吹き飛んだノトに走り寄るとクリティカルヒットを貰ったようで、HPは6割近く減りHPバーが黄色に変色していた。

 

 

「大丈夫か!?」

「だ、大丈夫。あれくらいの痛み…」

 

 

ノトはグリームアイズの一撃を食らった腹を撫でながら、恍惚とした顔で

 

 

「逆にもう一発貰いたいくらい」

 

 

うわぁぁまさかの新キャラの一人がドMだよキツすぎるよと一瞬メタ発言をしてしまうがなんとか立ち直り、「後退して回復したらすぐ戻ってこい」と言って班に戻る。

 

 

「ノトは無事だったか!?」

「ある意味駄目だったな…」

「??どういう意味だそりゃ?」

「クライン、俺、この戦いが終わったら一度前線から離れてさ、22層の湖の近くに小屋立てて浮きを眺める生活をするんだ…」

「おいやめろ!それ死亡フラグだ!」

「それ俺も付いて行っていいか?」

「……」

 

 

俺はお前からも逃げたいんだよ!と口に出さなかった本音を心の中で叫ぶ。

 

 

「タゲがC班のディアベルさんに移ったわ!B班はH班と共に後退の支援、C班が後退し終えたら攻撃を開始してください!」

「アスナからの号令だ!行くぞおめぇら!」

 

 

 

 

 

 

 

 

 

 

 

30分後、グリームアイズのHPバーが初期の12本から5本削れた瞬間バキンッ!とグリームアイズの両手首の手枷が外れたと思ったら先程より速い薙ぎ払いでタンク隊の陣形を崩した。タンク隊の中には防御してたにも関わらずHPが危険域の黄色に突入している者を見て、奴の一撃は手枷が外れる前より威力を増していることが分かる。

あのままではタンク隊が全滅するどころか奥にいるC班が危ないと判断した俺は走るスピードを上げてグリームアイズの前に立ちはだかり、グリームアイズの返しの刃に片手剣重単発振り上げソードスキル「エア・コンタクト」で対抗。ガァァン!!と部屋全体に響く金属の音と火花が弾ける。グリームアイズの攻撃をタンク隊から逸らす事が出来たが、俺はソードスキルの硬直時間と強制キャンセルによる硬直時間延長により固まってしまう。
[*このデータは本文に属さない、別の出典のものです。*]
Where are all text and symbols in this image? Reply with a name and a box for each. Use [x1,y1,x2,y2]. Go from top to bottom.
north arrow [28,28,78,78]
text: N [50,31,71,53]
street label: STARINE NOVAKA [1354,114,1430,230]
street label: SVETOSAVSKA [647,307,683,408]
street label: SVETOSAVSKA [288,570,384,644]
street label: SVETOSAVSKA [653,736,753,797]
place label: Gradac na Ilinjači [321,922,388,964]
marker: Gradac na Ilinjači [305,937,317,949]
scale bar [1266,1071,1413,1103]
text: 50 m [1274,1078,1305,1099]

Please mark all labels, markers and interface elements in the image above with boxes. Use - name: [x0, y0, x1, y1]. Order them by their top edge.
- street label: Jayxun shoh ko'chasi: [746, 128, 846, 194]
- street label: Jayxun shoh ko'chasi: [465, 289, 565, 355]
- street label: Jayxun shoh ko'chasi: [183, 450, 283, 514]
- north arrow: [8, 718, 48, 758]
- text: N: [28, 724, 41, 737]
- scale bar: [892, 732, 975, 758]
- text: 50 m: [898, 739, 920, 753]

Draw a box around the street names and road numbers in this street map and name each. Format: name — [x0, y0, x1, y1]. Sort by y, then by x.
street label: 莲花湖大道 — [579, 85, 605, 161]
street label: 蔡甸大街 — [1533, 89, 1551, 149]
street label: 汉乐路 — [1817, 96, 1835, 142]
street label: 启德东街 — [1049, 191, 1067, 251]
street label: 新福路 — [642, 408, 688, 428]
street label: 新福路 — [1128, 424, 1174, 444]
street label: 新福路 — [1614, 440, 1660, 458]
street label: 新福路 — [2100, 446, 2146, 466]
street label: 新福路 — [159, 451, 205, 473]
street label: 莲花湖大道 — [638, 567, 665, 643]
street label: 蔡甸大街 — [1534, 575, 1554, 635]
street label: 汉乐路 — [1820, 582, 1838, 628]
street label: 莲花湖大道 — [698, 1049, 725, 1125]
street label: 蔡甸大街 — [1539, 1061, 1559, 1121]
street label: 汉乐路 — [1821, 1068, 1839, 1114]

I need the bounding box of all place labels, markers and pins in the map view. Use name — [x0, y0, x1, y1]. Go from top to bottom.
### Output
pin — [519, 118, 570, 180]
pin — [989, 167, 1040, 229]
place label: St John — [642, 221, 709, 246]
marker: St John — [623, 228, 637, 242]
グリームアイズが殺意の篭った眼でこちらを捕捉すると、俺を左手で掴み、地面に叩きつけ浮かんだ所を大型剣で壁に向けてスイングした。その攻撃は俺のHPバーを赤になるかならないかぐらいまで減らし、俺の体は地面を転がり、壁に激突した。

え?なに?あいつ俺に恨みでもあるの!?と壁に激突した背中を叩き、HPバーの減り方に久々に命の危機を感じながらジャッドシュヴァリエを地面に突き刺して立ち上がる。強烈な一撃で痺れた右手を左手で揉みながら情報でしか分からなかったボスの強さを改めて認識する。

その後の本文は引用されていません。